Records drawn from a dataset
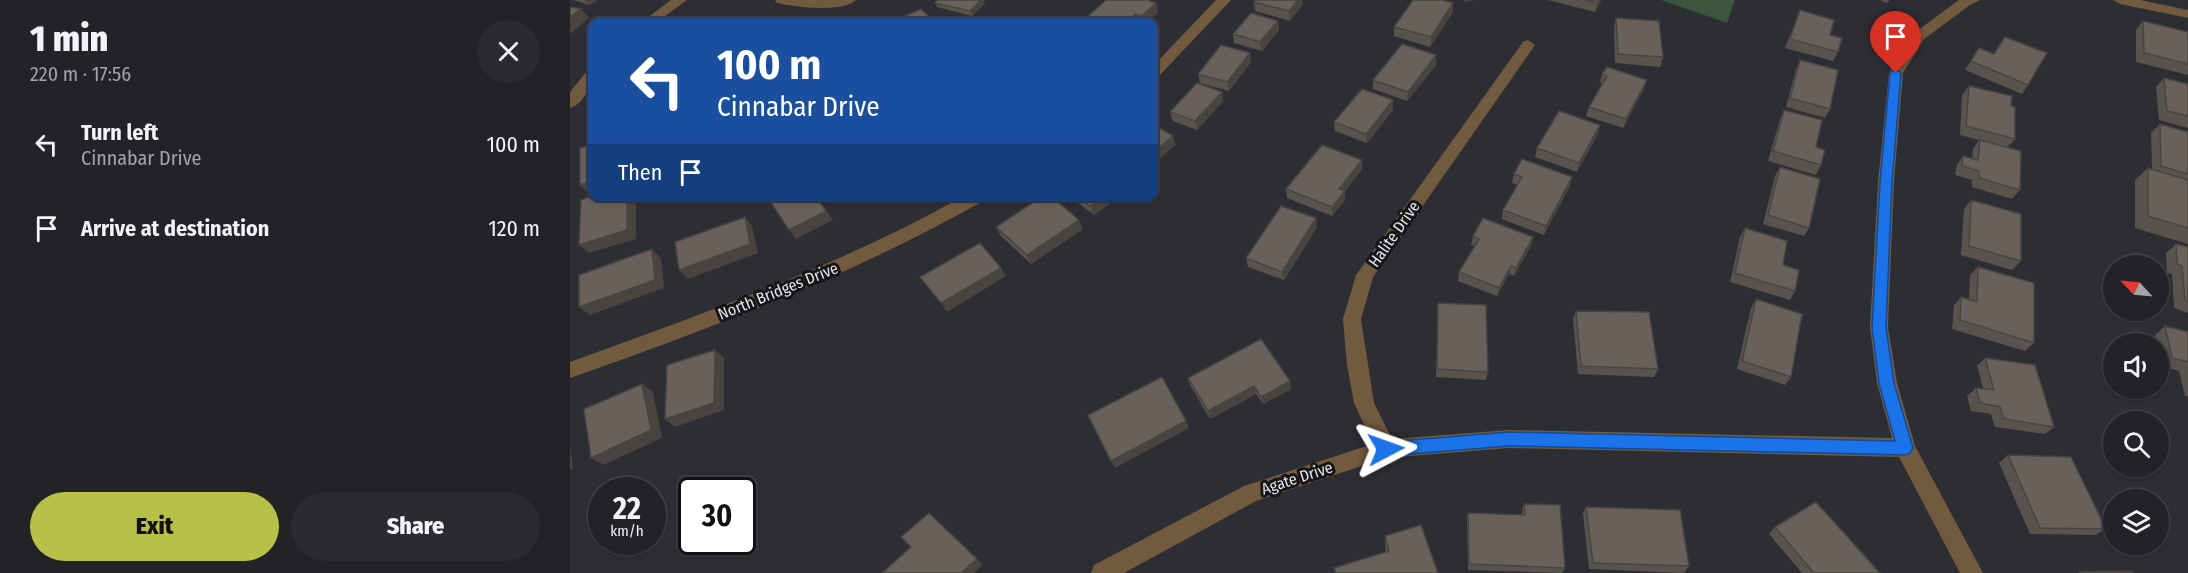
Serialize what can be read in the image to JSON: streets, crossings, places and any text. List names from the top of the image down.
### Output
{
  "streets": {
    "street": ["Halite Drive", "North Bridges Drive", "Agate Drive"]
  },
  "crossings": [
    ["Halite Drive", "Agate Drive"]
  ],
  "north": "top left",
  "page": {
    "heading": ["1 min", "220 m · 17:56"],
    "turn": ["100 m", "Cinnabar Drive"],
    "list": [
      {
        "name": "Turn left",
        "note": "Cinnabar Drive",
        "value": "100 m"
      },
      {
        "name": "Arrive at destination",
        "value": "120 m"
      }
    ],
    "then": "Then",
    "speed": "22 km/h",
    "limit": "30",
    "buttons": ["Exit", "Share"]
  }
}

What to do: Verbatim reproduction of every entry is needed, with the images left out.

Written response:
Serialize what can be read in the image to JSON: streets, crossings, places and any text. List names from the top of the image down.
### Output
{
  "streets": {
    "street": ["Halite Drive", "North Bridges Drive", "Agate Drive"]
  },
  "crossings": [
    ["Halite Drive", "Agate Drive"]
  ],
  "north": "top left",
  "page": {
    "heading": ["1 min", "220 m · 17:56"],
    "turn": ["100 m", "Cinnabar Drive"],
    "list": [
      {
        "name": "Turn left",
        "note": "Cinnabar Drive",
        "value": "100 m"
      },
      {
        "name": "Arrive at destination",
        "value": "120 m"
      }
    ],
    "then": "Then",
    "speed": "22 km/h",
    "limit": "30",
    "buttons": ["Exit", "Share"]
  }
}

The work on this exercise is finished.